> [EXERCISE PROMPT] Count, in the entries, the lines with "JSON". Answer with the number only.

> [LISTED RECORDS]

..............................

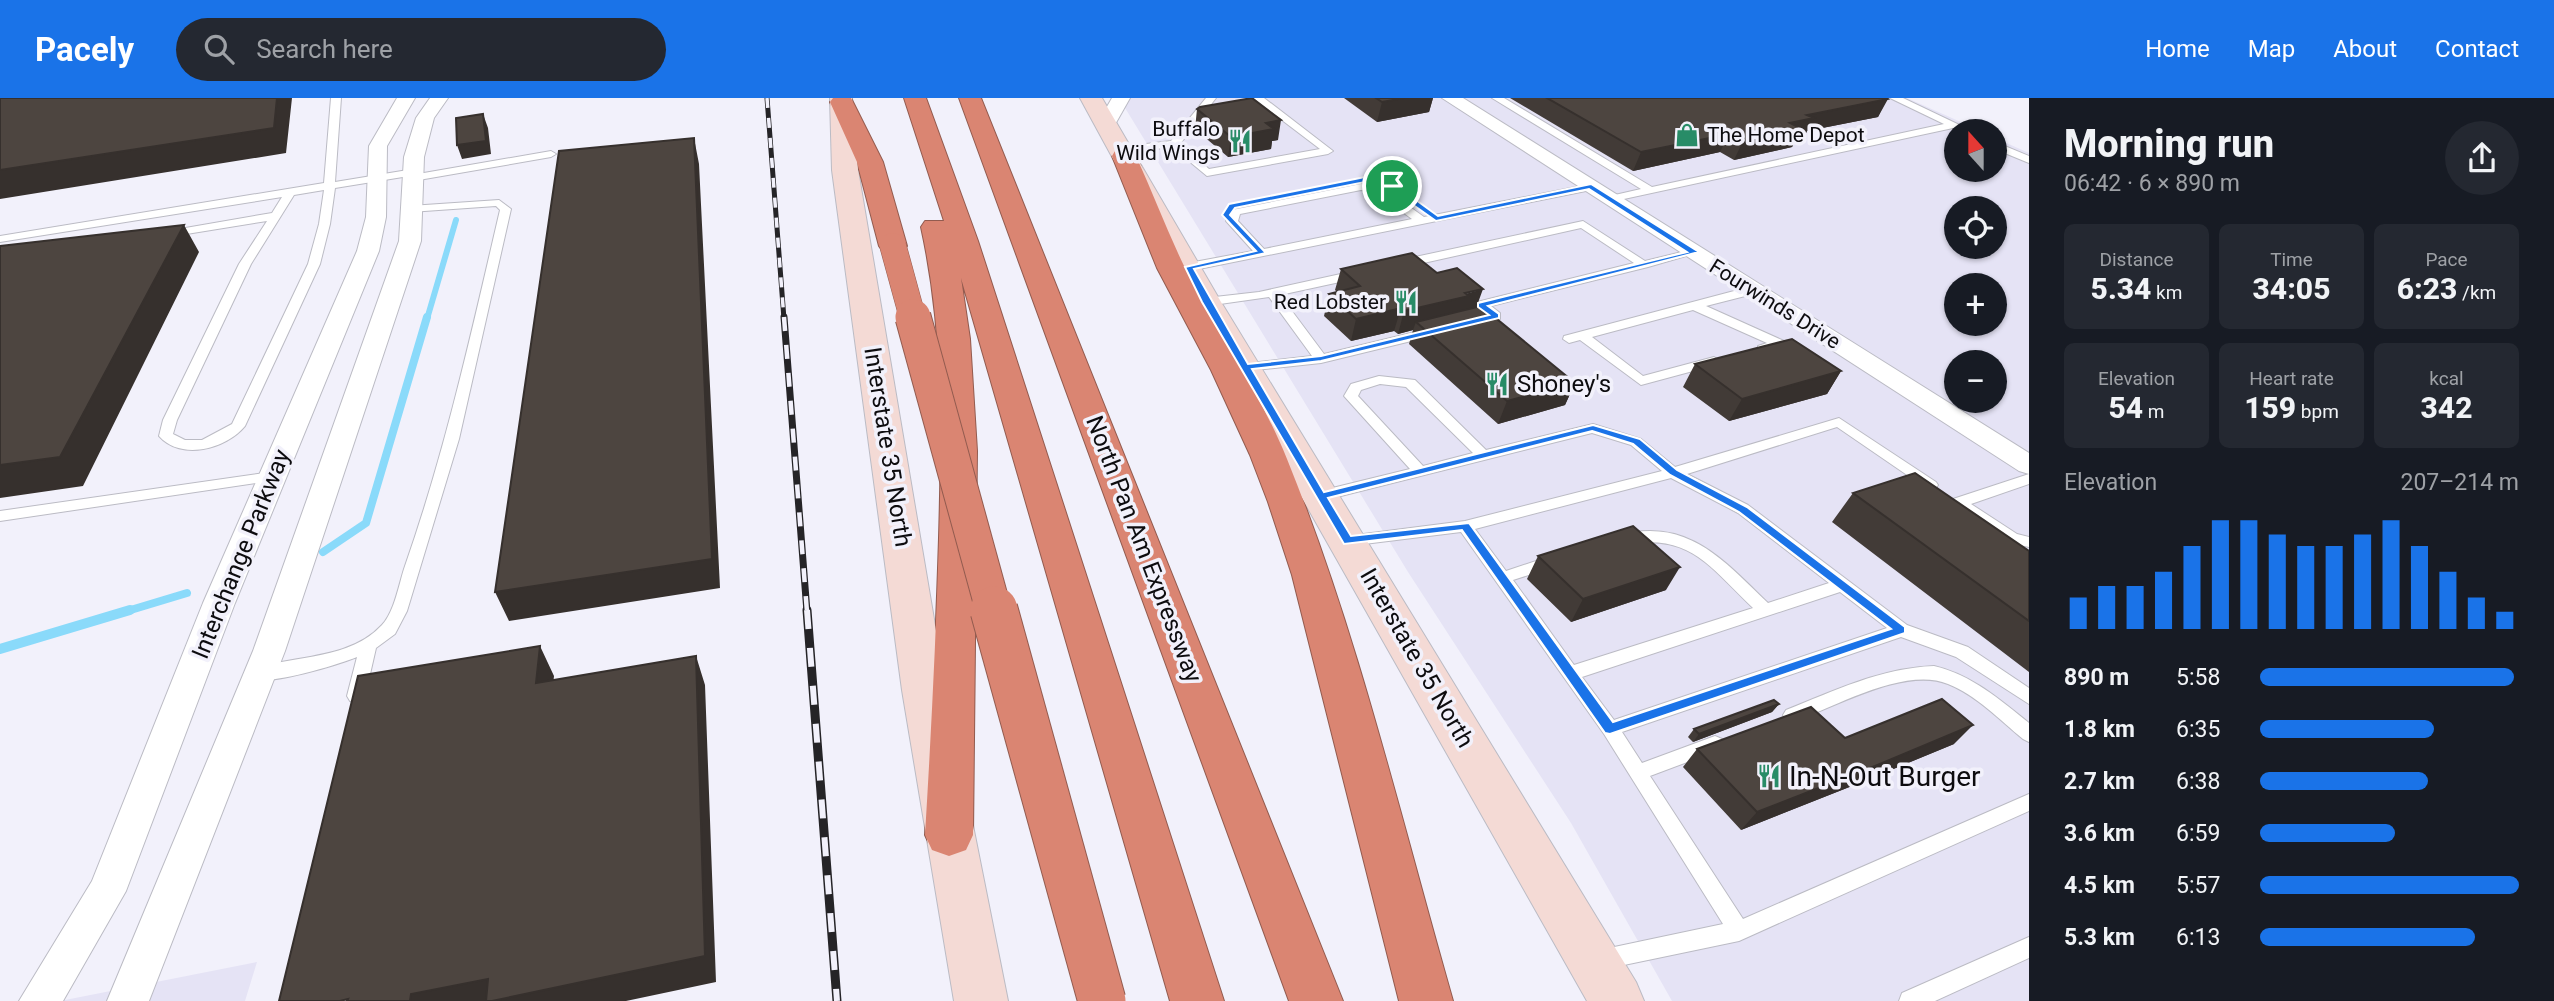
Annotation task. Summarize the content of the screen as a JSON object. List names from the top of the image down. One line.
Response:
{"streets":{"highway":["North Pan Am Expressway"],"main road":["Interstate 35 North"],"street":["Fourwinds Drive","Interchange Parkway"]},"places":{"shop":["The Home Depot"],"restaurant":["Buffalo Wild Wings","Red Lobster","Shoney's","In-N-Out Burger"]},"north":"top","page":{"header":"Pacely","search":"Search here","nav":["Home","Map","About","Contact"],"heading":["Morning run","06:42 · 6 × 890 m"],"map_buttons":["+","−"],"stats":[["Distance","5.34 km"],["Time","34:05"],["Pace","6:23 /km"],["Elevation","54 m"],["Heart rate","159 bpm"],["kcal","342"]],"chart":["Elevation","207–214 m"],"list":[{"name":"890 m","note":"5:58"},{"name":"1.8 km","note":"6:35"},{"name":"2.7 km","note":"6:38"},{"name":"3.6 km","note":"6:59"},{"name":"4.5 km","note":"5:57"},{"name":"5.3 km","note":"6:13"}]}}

..............................

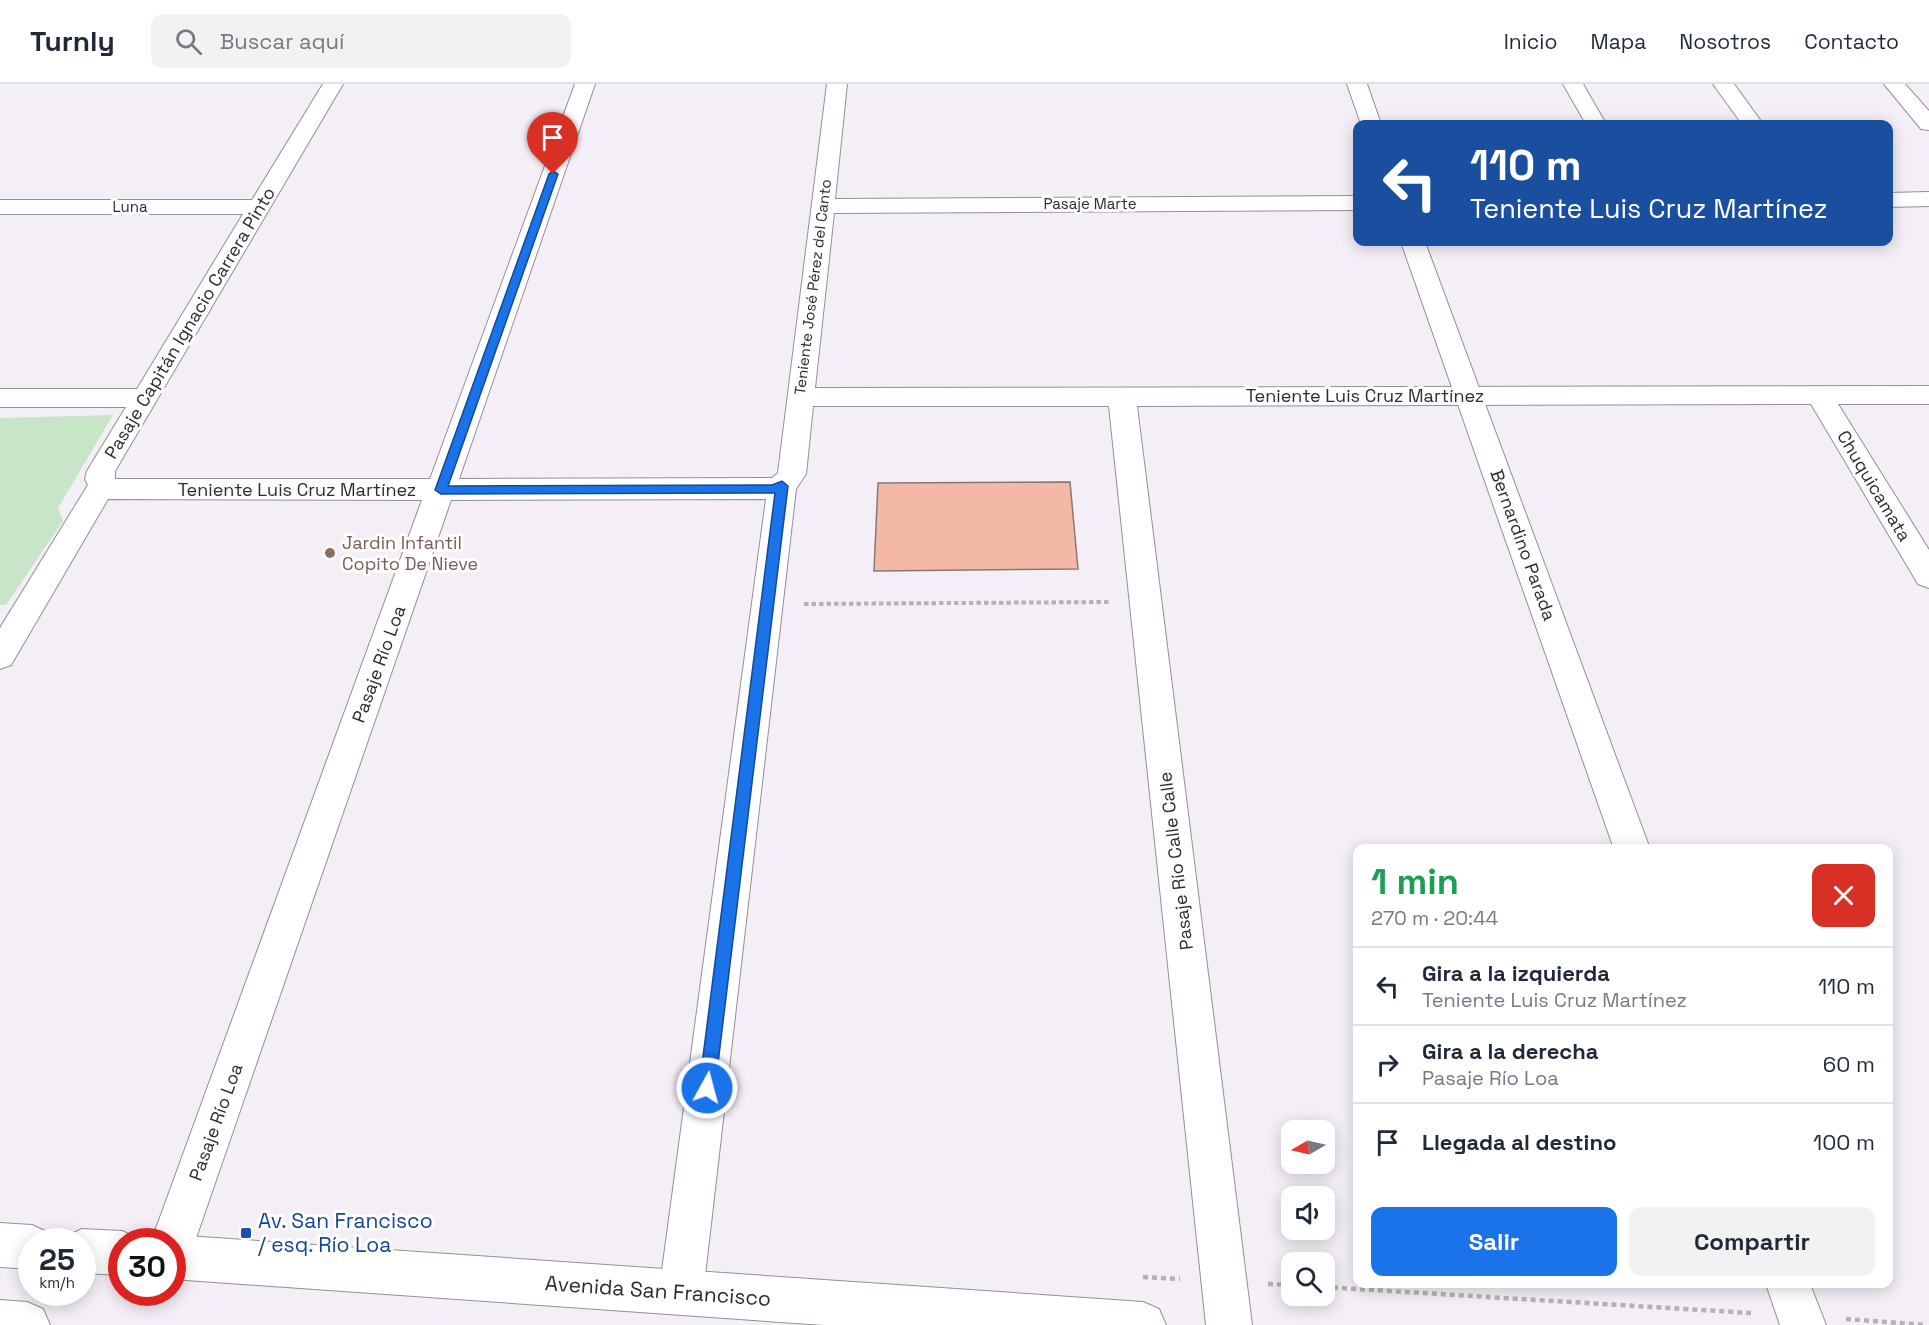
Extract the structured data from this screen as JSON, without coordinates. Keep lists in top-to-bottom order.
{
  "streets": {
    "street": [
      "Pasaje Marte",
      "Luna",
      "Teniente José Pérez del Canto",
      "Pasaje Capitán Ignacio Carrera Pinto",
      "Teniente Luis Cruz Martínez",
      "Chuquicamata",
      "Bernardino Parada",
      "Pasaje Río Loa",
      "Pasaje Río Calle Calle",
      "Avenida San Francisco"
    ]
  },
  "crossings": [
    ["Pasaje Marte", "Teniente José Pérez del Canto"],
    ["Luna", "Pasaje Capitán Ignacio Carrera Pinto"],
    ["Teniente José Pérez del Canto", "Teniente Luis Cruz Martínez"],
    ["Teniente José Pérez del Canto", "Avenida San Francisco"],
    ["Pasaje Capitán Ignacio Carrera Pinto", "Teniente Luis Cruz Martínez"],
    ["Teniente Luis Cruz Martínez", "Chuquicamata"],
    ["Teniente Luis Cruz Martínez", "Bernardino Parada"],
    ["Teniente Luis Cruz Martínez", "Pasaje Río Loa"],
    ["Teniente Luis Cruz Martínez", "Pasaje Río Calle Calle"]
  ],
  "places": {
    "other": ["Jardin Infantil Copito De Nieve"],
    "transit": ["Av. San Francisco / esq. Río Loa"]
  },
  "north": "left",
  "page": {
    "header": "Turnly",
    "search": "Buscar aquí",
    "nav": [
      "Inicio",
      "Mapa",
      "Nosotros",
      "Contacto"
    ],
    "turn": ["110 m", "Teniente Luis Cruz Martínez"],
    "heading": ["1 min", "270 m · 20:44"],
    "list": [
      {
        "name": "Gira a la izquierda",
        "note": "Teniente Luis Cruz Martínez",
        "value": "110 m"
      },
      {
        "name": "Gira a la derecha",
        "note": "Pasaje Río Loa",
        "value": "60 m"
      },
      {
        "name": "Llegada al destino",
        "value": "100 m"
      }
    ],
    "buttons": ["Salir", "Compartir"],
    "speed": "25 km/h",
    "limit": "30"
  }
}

..............................

> [TASK SOLUTION] 2